Whenever the original data pile up against a barrier or a boundary value, the histogram tends to be skewed and non-normal in shape. Last month in part one we found that this doesn’t appreciably affect the performance of process behavior charts for location. This month we look at how skewed data affect the charts for dispersion.
In practice, we get appreciable skewness only when the distance between the average and the boundary condition is less than two standard deviations. A careful inspection of the six distributions shown in figure 1 will show that this corresponds to those situations where the skewness is in the neighborhood of 0.90 or larger. When the skewness is smaller than this, the departure for normality is minimal, as may be seen with distribution number 15 in figure 1.
The usual formulas for finding limits for a range chart involve the scaling factors known as D3 and D4.
Lower Range Limit = D3 × Average Range
Upper Range Limit = D4 × Average Range
These scaling factors depend on the bias correction factors, d2 and d3.
…
Comments
R charts with exact control limits
If the underlying distribution is known (e.g. as tested with goodness of fit tests), it is possible to set control limits for the R chart with known false alarm risks. Skewness and kurtosis are essentially useless for this, and Dr. Wheeler's article reinforces this perception. (I have personally not used skewness or kurtosis for anything since learning about them in night school.) The correct approach is to fit the distribution parameters via a maximum likelihood method. Minitab and StatGraphics will do this for a wide variety of distributions such as the Weibull and gamma distributions.
Wilks, S.S. 1948. "Order Statistics." Bulletin of the American Mathematical Society 54 (1948), Part 1:6-50 then provides an equation for the distribution of the range of the distribution in question.

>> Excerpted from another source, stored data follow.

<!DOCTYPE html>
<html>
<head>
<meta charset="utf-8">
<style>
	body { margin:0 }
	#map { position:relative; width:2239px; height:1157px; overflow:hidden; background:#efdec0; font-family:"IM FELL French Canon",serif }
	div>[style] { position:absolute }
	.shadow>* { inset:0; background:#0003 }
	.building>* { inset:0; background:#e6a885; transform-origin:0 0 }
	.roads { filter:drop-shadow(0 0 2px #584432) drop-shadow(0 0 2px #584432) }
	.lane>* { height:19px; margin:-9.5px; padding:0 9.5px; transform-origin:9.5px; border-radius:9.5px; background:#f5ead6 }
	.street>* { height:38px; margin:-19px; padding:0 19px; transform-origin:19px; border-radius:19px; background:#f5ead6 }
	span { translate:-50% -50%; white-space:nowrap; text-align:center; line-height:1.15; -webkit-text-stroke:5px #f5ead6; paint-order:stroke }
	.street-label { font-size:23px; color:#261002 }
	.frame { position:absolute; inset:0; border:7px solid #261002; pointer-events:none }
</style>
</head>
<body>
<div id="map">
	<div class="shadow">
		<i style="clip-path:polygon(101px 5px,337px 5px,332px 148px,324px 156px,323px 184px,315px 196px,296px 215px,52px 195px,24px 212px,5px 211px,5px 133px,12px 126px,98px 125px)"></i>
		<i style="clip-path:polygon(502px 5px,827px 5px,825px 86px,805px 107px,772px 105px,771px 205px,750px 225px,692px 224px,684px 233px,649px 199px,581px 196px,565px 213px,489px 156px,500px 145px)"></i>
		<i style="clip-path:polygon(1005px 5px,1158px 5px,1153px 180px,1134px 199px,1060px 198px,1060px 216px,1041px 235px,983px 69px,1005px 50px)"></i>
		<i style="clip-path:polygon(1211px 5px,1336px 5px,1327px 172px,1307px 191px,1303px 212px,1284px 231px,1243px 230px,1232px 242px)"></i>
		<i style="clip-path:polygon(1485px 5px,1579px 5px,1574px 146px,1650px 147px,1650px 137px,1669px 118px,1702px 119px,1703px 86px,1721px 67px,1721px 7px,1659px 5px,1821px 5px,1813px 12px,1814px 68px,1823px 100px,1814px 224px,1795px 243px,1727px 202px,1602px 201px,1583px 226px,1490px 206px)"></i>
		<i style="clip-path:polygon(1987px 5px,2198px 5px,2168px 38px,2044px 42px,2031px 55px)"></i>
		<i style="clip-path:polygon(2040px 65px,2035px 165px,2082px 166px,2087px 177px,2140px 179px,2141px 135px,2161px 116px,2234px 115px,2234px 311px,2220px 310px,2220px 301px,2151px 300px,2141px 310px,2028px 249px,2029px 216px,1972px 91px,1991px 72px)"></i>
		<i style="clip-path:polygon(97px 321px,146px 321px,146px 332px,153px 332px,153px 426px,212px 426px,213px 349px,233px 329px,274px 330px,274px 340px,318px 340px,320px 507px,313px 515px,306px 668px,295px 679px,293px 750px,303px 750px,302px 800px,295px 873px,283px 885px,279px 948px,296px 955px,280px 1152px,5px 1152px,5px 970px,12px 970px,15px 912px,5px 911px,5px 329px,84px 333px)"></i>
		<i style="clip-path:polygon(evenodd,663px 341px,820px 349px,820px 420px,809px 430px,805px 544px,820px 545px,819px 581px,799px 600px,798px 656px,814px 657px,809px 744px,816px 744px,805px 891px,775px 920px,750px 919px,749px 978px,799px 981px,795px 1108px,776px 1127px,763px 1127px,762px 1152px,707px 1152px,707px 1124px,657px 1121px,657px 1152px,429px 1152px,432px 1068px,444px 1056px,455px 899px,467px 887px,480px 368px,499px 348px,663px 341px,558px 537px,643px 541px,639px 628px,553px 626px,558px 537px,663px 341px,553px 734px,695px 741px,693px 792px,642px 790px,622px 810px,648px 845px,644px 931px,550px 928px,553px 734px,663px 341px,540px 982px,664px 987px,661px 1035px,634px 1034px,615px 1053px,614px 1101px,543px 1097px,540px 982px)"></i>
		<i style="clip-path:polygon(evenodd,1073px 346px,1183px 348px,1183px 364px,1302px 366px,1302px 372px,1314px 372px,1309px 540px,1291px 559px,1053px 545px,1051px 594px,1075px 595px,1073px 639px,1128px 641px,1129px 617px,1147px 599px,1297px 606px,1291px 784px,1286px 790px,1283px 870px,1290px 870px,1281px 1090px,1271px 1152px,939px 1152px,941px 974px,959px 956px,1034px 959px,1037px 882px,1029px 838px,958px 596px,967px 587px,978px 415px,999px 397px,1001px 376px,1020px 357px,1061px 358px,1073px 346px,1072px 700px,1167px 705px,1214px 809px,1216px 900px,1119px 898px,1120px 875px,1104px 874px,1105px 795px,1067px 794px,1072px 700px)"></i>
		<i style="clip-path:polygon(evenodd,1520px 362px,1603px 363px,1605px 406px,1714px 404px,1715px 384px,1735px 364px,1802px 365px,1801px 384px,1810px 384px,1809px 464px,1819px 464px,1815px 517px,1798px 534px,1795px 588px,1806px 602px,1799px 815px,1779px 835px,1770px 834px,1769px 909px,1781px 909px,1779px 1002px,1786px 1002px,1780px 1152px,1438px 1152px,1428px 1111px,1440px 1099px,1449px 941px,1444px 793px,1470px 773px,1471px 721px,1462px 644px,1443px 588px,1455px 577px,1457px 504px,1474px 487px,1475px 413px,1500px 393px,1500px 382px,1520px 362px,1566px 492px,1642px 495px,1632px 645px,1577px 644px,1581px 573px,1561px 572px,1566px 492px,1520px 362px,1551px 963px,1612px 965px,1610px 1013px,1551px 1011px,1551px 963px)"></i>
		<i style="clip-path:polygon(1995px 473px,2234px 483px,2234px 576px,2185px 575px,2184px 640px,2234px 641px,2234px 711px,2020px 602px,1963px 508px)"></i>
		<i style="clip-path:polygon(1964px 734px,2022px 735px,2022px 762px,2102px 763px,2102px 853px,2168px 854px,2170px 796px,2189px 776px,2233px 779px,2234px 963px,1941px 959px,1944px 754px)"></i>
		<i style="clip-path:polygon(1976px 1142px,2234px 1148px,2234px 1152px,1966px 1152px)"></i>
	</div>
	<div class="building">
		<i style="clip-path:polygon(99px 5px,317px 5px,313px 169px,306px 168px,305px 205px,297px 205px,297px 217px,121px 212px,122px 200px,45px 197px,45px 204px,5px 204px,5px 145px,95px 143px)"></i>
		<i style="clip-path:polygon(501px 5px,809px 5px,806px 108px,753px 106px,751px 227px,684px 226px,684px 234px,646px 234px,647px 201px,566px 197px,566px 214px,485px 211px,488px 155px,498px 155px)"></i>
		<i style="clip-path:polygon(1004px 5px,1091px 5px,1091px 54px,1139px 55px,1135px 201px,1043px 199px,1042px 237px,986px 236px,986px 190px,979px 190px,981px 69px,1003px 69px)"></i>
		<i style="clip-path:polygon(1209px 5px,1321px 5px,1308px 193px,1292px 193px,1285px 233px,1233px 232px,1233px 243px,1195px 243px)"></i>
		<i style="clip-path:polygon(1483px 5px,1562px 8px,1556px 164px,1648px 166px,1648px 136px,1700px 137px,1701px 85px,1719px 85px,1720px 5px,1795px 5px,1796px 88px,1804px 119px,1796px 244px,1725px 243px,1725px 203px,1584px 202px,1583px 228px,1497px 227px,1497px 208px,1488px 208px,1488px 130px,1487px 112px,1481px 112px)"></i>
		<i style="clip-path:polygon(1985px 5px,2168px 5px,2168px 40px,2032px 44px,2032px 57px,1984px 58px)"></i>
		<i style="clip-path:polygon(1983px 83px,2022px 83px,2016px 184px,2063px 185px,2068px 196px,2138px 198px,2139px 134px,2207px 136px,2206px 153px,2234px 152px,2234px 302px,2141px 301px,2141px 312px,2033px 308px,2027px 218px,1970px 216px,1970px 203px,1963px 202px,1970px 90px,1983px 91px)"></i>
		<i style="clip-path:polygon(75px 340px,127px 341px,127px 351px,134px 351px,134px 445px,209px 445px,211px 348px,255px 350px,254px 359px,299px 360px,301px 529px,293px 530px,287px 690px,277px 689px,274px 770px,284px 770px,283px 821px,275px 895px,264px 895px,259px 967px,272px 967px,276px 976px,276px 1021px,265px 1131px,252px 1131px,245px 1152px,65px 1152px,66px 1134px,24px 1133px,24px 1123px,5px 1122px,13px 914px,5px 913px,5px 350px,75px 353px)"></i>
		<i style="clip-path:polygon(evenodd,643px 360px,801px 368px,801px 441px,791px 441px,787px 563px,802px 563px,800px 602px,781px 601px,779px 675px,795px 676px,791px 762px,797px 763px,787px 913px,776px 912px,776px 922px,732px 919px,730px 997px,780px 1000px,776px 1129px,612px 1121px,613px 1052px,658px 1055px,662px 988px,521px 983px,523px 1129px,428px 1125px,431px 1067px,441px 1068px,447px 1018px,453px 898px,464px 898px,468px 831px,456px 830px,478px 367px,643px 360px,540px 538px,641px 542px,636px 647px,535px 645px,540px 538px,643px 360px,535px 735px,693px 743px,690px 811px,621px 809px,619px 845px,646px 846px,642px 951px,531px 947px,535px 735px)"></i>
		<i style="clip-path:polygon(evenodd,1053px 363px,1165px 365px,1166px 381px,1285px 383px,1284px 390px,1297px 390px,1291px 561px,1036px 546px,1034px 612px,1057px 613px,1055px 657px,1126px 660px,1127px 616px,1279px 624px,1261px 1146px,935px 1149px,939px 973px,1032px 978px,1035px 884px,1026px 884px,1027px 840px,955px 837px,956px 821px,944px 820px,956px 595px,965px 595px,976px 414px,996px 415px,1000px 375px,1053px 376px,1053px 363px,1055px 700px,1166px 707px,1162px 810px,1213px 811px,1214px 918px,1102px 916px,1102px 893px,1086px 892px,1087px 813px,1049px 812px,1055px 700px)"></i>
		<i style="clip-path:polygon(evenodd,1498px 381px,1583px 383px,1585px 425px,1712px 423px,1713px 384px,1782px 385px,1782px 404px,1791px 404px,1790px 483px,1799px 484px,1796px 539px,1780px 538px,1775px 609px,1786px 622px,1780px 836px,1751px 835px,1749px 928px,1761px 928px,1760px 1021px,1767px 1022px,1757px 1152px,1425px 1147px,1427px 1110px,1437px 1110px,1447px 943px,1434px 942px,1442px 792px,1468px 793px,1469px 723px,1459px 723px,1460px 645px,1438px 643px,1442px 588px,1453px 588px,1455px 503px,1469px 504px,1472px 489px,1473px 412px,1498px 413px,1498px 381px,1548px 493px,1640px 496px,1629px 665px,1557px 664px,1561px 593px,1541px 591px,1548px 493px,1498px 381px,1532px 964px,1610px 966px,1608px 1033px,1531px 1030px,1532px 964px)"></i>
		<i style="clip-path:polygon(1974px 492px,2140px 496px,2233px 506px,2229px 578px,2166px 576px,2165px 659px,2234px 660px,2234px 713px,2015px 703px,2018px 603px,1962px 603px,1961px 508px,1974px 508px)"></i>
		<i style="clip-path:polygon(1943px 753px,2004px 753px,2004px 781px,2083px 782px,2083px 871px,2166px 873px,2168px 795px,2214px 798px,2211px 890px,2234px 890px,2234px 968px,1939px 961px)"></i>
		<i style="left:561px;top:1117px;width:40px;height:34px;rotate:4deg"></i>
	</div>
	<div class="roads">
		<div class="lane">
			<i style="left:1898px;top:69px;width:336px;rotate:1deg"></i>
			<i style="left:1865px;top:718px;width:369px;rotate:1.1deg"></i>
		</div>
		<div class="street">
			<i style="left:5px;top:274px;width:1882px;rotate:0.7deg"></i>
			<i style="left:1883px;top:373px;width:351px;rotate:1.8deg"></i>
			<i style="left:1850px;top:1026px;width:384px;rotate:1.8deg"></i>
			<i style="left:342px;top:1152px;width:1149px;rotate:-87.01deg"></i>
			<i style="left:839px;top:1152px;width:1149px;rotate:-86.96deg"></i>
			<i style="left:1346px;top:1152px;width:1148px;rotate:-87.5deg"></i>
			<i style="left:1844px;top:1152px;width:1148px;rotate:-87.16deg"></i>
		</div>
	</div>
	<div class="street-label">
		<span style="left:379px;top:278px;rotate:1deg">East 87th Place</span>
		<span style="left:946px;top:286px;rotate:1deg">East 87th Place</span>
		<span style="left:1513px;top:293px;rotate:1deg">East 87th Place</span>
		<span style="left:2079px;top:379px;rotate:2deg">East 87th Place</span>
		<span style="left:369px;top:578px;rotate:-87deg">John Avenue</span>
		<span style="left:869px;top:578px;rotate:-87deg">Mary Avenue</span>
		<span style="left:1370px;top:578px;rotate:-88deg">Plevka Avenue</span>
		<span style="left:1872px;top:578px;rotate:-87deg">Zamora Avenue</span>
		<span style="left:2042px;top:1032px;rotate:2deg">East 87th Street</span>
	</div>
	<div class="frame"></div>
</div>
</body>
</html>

You can then calculate, for example, the upper 0.99865 quantile of the range, which gives the same false alarm risk as a 3-sigma Shewhart chart. This IS computationally challenging for anything but an exponential distribution, though, because StatGraphics and Minitab don't do it. My book on SPC for non-normal distribution shows how to do the job with numerical integration in Visual Basic for Applications, and I was able to reproduce tabulated quantiles of ranges from a normal distribution.
These ranges are NOT normally distributed. For a sample of 4, the upper 0.99865 quantile of the range from a normal distribution is 5.20 and not 4.698 (the tabulated D2 factor) times the standard deviation. As the sample size increases, though, the range becomes more and more normally distributed.
As stated in the article, "The objective is not to compute the right number, nor to find the best estimate of the right value, nor to find limits that correspond to a specific alpha-level." The normal approximation is good enough in many situations, e.g. if the false alarm risk is really 0.00150 rather than 0.00135, this is not going to make a real difference on the shop floor. If we use D2 = 4.698 rather than 5.20 for a sample of 4, the higher false alarm risk is not likely to be a real (practical) problem.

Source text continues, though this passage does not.